* _DIRECTIONS_: Which lines of the entries contain the string "shadow"? Please find them and copy them.

* _Collected data_:
++++++++++

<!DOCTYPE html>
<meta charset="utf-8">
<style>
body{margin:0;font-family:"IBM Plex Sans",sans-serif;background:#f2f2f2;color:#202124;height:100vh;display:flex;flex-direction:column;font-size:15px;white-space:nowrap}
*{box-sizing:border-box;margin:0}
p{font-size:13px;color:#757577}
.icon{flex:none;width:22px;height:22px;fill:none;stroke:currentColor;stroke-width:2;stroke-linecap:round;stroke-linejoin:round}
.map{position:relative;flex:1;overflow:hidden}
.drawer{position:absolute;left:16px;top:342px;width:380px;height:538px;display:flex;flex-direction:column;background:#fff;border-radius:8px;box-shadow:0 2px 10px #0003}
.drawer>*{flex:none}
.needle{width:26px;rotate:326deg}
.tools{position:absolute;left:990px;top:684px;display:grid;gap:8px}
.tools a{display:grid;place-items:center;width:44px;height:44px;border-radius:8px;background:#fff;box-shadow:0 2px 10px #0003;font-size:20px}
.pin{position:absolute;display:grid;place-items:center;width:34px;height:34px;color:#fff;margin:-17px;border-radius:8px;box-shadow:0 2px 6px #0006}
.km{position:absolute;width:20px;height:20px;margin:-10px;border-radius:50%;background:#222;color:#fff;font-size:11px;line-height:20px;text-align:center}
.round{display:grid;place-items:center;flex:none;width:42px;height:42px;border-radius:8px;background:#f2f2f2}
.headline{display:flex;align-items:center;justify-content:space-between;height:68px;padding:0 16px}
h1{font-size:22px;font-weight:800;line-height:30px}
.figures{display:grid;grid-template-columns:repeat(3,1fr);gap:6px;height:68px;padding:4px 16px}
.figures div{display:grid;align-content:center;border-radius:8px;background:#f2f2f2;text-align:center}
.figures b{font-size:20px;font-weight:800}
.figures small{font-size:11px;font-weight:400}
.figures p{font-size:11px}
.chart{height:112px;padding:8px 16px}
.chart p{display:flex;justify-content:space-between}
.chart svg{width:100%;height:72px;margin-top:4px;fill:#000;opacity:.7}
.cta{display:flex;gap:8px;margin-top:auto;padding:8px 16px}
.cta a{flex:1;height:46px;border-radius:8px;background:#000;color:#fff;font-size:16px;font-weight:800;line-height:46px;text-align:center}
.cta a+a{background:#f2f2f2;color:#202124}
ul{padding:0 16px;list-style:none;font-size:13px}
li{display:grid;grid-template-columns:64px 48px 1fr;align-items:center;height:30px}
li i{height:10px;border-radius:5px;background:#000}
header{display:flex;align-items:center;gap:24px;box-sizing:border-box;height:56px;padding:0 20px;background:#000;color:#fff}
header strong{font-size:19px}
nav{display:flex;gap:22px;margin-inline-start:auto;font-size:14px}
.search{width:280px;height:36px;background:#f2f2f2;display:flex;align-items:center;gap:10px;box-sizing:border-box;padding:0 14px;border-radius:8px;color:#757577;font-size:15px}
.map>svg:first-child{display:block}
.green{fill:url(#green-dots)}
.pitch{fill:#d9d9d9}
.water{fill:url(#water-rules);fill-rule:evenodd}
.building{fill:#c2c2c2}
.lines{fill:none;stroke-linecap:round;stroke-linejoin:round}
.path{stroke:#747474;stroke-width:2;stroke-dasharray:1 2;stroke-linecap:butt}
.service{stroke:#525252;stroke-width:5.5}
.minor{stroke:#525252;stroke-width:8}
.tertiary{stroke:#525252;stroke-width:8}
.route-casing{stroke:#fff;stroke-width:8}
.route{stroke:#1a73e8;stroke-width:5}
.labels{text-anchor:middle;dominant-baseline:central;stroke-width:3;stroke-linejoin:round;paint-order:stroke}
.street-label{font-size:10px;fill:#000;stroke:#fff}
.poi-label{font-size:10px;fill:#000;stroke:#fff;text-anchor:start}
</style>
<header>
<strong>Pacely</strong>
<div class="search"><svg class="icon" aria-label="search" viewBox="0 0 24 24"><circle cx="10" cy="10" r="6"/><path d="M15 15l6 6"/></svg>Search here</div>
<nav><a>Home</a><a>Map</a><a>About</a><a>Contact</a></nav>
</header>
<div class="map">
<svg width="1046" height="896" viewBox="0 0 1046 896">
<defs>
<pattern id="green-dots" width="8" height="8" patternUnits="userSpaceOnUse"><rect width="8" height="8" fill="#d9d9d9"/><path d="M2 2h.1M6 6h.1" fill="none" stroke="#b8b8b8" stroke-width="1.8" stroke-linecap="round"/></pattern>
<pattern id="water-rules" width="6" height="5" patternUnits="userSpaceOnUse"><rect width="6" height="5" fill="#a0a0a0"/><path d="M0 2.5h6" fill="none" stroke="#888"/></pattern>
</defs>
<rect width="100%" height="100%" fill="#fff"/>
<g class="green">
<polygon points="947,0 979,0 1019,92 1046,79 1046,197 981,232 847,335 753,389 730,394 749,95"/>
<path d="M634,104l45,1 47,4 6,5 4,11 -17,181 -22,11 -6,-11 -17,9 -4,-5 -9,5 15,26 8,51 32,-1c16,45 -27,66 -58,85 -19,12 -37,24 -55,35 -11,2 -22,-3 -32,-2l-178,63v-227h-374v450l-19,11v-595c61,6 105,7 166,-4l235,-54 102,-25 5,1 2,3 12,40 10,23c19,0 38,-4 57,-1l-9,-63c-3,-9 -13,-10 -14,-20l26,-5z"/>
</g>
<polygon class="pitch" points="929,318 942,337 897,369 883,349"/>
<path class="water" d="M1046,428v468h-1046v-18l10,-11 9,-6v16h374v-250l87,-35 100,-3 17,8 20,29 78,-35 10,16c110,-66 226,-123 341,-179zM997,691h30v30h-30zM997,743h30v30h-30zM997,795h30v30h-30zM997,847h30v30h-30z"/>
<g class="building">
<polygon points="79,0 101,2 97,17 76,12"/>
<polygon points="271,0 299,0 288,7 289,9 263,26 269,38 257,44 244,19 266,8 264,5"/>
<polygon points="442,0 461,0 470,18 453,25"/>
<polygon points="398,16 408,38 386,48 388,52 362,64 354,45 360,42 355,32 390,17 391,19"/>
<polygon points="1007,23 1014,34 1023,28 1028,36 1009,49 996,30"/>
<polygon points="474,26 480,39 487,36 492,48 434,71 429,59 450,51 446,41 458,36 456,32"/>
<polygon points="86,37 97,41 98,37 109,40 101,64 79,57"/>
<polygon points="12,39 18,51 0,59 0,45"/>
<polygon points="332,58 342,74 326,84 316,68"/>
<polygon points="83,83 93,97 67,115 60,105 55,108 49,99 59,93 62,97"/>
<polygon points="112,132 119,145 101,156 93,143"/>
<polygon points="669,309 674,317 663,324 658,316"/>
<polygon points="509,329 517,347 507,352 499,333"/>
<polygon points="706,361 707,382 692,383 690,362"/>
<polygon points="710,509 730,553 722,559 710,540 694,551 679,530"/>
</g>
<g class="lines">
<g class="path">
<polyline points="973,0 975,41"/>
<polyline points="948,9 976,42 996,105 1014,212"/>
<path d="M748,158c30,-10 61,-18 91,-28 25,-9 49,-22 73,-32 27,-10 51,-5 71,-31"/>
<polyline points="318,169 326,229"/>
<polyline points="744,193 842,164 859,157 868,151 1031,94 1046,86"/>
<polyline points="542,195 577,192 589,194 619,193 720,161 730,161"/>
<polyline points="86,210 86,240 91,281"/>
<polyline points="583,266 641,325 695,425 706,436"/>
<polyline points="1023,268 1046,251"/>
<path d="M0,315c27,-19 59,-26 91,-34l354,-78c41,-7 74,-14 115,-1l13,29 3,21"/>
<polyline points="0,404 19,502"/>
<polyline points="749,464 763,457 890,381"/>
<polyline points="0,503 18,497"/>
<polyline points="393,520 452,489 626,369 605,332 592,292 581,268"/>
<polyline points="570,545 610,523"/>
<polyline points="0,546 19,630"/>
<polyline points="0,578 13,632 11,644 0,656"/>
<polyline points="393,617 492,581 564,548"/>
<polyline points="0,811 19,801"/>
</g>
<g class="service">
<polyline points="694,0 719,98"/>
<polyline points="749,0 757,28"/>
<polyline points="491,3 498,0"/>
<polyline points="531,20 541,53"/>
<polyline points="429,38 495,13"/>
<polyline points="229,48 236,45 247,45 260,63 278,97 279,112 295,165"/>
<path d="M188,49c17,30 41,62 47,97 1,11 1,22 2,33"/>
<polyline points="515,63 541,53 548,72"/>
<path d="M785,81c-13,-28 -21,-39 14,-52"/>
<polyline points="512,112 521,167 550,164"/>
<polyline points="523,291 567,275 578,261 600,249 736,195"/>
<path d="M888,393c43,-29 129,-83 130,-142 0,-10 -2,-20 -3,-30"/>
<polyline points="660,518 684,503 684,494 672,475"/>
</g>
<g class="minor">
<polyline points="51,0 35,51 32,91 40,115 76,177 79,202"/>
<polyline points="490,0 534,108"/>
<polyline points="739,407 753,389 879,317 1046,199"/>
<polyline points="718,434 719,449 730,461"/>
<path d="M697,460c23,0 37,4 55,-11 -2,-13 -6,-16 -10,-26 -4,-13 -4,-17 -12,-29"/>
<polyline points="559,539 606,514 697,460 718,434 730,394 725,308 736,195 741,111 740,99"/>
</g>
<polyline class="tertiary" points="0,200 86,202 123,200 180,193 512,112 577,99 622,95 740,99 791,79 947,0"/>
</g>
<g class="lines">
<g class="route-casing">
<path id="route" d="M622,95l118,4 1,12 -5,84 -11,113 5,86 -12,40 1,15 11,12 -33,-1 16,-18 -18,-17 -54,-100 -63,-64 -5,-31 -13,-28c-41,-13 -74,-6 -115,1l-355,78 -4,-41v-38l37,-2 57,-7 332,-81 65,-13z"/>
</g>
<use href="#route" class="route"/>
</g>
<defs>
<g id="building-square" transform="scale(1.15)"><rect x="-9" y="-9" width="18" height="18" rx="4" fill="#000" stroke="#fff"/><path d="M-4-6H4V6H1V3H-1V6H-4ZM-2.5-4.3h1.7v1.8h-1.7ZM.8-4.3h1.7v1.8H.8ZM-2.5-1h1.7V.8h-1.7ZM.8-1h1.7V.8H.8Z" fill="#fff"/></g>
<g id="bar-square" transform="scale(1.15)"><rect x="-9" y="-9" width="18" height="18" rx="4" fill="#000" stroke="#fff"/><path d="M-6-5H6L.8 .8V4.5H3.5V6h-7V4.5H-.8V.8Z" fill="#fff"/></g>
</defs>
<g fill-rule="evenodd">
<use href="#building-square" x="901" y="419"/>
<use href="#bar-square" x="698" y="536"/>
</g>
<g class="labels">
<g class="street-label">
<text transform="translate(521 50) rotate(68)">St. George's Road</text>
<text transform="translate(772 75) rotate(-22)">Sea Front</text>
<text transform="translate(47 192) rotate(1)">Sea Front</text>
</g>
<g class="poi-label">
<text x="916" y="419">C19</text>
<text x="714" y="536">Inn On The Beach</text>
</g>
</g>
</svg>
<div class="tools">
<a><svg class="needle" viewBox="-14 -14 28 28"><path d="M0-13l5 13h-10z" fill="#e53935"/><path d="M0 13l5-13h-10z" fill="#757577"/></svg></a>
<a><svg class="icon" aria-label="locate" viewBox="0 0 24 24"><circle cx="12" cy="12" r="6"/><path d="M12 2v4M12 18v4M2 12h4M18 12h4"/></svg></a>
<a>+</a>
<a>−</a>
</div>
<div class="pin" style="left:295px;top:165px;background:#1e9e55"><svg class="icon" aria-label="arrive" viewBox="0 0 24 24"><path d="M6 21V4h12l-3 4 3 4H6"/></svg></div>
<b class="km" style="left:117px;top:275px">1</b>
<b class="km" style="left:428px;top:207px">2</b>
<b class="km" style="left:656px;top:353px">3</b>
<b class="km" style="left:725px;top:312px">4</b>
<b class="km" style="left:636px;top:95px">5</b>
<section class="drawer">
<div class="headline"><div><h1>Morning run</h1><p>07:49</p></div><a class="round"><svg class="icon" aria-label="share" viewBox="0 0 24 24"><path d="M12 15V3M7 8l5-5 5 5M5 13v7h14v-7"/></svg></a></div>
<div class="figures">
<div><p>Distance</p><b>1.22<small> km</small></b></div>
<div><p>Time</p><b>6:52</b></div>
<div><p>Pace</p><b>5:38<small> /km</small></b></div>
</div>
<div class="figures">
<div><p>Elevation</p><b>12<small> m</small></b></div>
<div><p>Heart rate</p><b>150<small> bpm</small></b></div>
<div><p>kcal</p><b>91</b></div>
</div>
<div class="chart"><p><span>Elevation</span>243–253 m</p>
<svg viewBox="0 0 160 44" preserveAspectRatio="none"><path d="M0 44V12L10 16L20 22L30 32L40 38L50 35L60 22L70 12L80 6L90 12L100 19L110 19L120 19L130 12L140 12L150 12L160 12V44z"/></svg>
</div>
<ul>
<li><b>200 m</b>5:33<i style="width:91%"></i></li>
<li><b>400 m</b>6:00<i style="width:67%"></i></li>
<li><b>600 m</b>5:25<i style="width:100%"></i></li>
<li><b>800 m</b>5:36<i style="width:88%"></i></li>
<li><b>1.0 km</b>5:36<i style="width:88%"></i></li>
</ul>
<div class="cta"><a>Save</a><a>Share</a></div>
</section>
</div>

++++++++++

* _EXPECTED OUTPUT_:
.drawer{position:absolute;left:16px;top:342px;width:380px;height:538px;display:flex;flex-direction:column;background:#fff;border-radius:8px;box-shadow:0 2px 10px #0003}
.tools a{display:grid;place-items:center;width:44px;height:44px;border-radius:8px;background:#fff;box-shadow:0 2px 10px #0003;font-size:20px}
.pin{position:absolute;display:grid;place-items:center;width:34px;height:34px;color:#fff;margin:-17px;border-radius:8px;box-shadow:0 2px 6px #0006}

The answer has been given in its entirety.